Neste panorama de pressões recorrentes e desgaste, ela conta que sua saúde é afetada. Em março deste ano, ela chegou a ser excluída da corporação e relata que, mesmo tendo um prazo de 24 horas para entregar o que estava na posse dela “o oficial de dia, tenente Eberton na época, falou que o major Gaudêncio deu ordem para que fossem até a minha casa recolher tudo o que eu tinha da PMPA, mas acontece que eu não estava em casa e foram lá falar diretamente com meus pais…nem me deram a oportunidade de eu ir falar com minha família sobre o que estava se passando comigo…minha mãe quase infarta , ela é hipertensa , e achou que eu tivesse morrido por estarem indo recolher minhas coisas”.
Outro fato, mais recente: na terça-feira passada, ela foi retirada aos gritos da formação na frente de todos os colegas. Um procedimento foi aberto pelo promotor militar Armando Brasil para apurar o que teria ocorrido.
O Ver-o-Fato tentou por diversas vezes contato com o major Gaudêncio para ele apresentar sua versão dos fatos narrados pela aluna e estabelecer o contraditório, mas ele não foi localizado.

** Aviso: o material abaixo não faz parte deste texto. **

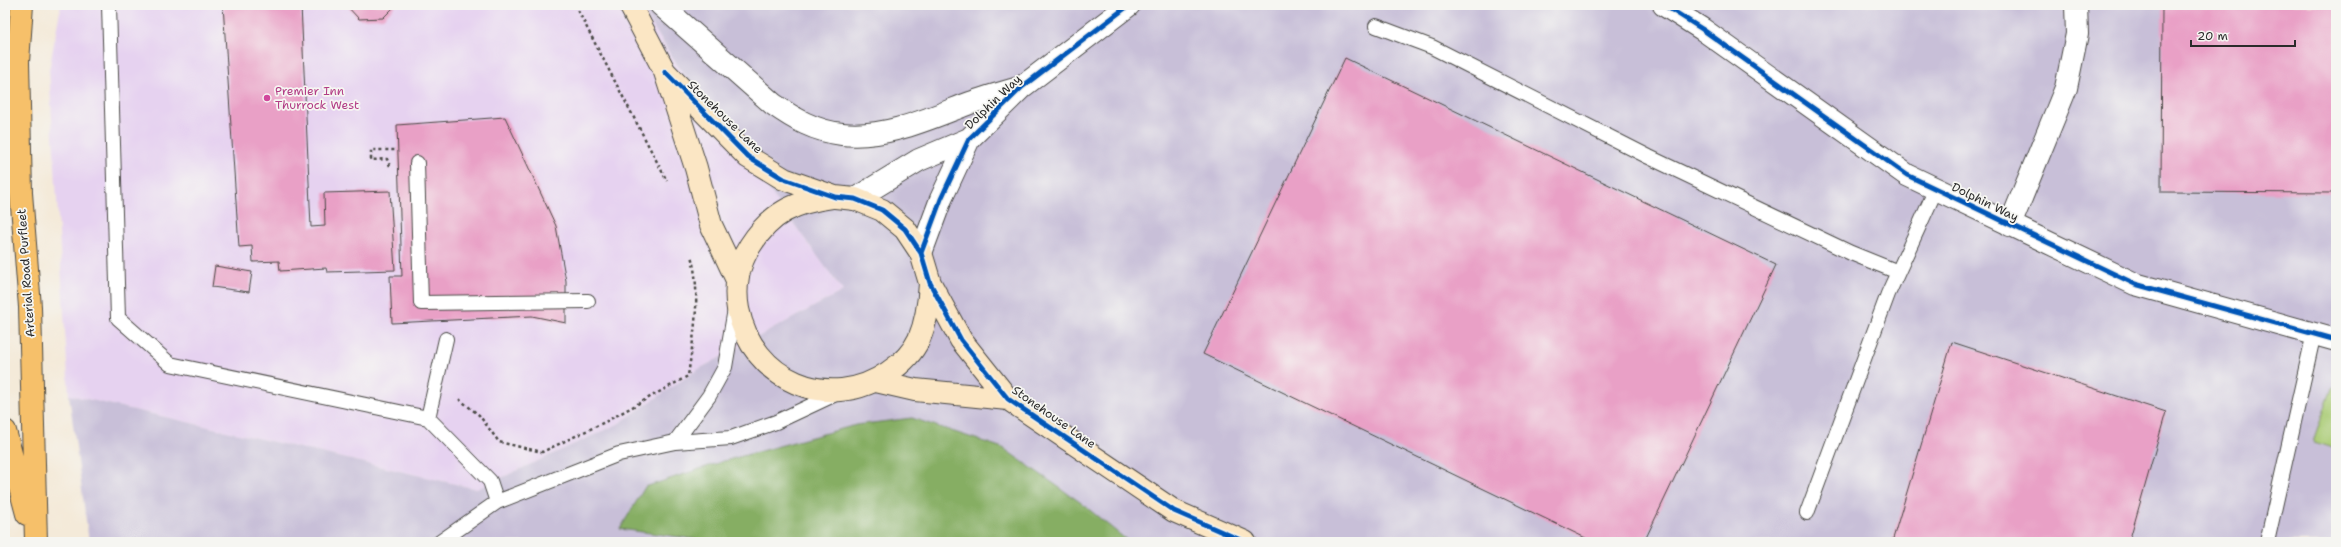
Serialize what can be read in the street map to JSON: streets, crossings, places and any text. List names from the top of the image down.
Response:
{
  "streets": {
    "main road": ["Arterial Road Purfleet"],
    "street": ["Dolphin Way", "Stonehouse Lane"]
  },
  "crossings": [
    ["Dolphin Way", "Stonehouse Lane"]
  ],
  "places": ["Premier Inn Thurrock West"],
  "scale_bar": "20 m"
}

O espaço está aberto à manifestação do militar.
Caso recente
No dia 30 de dezembro de 2020, o Ver-o-Fato publicou uma matéria com o seguinte título: “Soldado da FAB acusa major da PM de humilhação; promotor militar apura caso”. O soldado era Kelvin Fernandes da Silva, que acusava o mesmo Major Gaudêncio de humilhá-lo, constrangê-lo e ridicularizá-lo dentro de sua sala, no quartel. O soldado da Aeronáutica estava cedido à Força Nacional de Segurança que atuava no Pará e pediu que seus superiores, em Brasília, que o tirassem com urgência do Pará por “ter medo de sofrer discriminações e retaliações”. Depois do episódio, Kelvin Fernandes da Silva, como havia pedido, deixou Belém. O caso também teria chegado ao conhecimento da Corregedoria da PM paraense.

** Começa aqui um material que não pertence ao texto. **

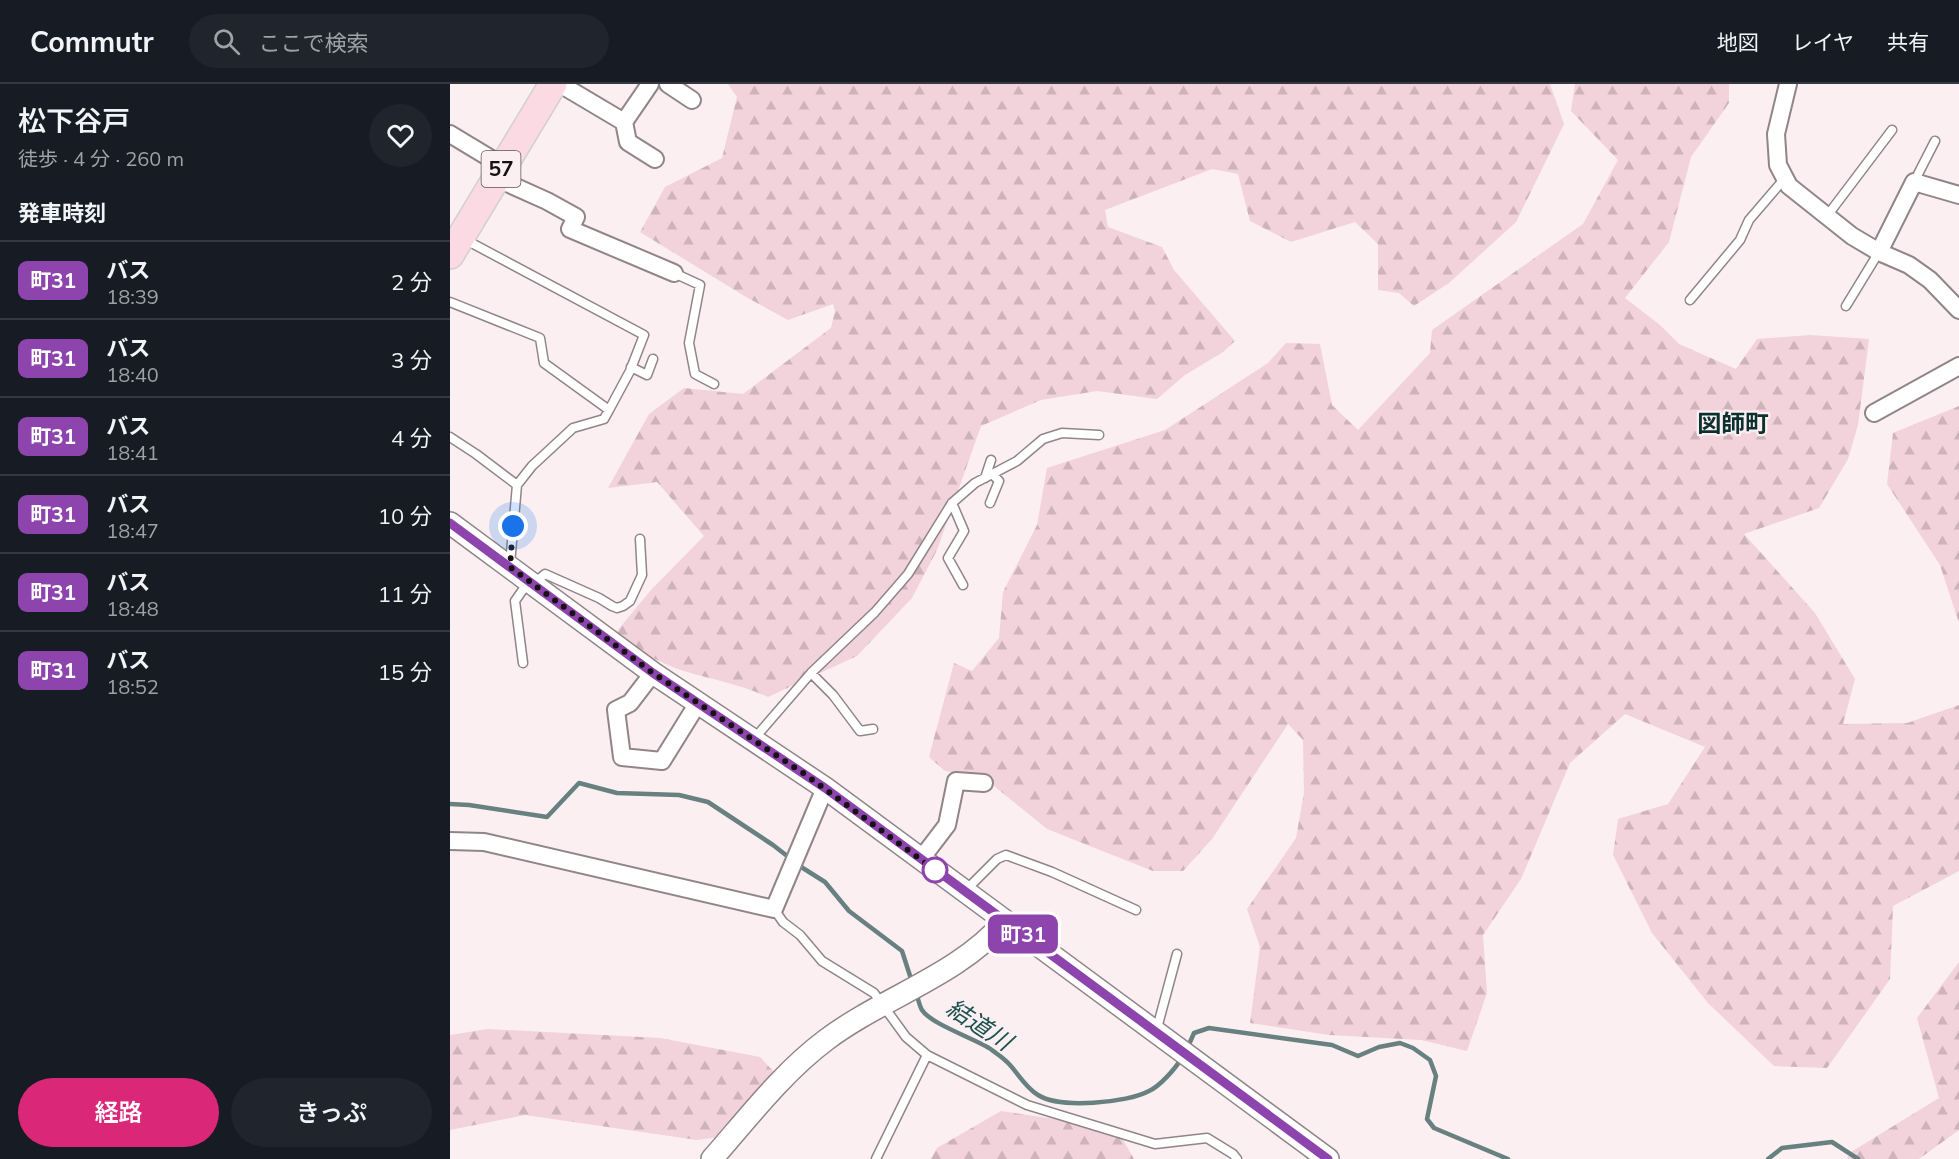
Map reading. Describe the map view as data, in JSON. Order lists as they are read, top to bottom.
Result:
{
  "streets": {
    "main road": ["57"]
  },
  "districts": ["図師町"],
  "water": ["結道川"],
  "lines": ["bus line 町31"],
  "page": {
    "header": "Commutr",
    "search": "ここで検索",
    "nav": ["地図", "レイヤ", "共有"],
    "heading": [
      ["松下谷戸", "徒歩 · 4 分 · 260 m"],
      "発車時刻"
    ],
    "on_map": "町31",
    "list": [
      {
        "mark": "町31",
        "name": "バス",
        "note": "18:39",
        "value": "2 分"
      },
      {
        "mark": "町31",
        "name": "バス",
        "note": "18:40",
        "value": "3 分"
      },
      {
        "mark": "町31",
        "name": "バス",
        "note": "18:41",
        "value": "4 分"
      },
      {
        "mark": "町31",
        "name": "バス",
        "note": "18:47",
        "value": "10 分"
      },
      {
        "mark": "町31",
        "name": "バス",
        "note": "18:48",
        "value": "11 分"
      },
      {
        "mark": "町31",
        "name": "バス",
        "note": "18:52",
        "value": "15 分"
      }
    ],
    "buttons": ["経路", "きっぷ"]
  }
}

No artigo 216-A do Código Penal Brasileiro, o crime de assédio sexual é tipificado como:“Constranger alguém com o intuito de obter vantagem ou favorecimento sexual, prevalecendo-se o agente da sua condição de superior hierárquico ou ascendência inerentes ao exercício de emprego, cargo ou função.” Enquanto que assédio moral pode ser compreendido como a exposição de pessoas a situações humilhantes e constrangedoras no ambiente de trabalho, de forma repetitiva e prolongada, no exercício de suas atividades. É uma conduta que traz danos à dignidade e à integridade do indivíduo, colocando a saúde em risco e prejudicando o ambiente de trabalho.
O Ver-o-Fato abre espaço à manifestação do major e demais citados.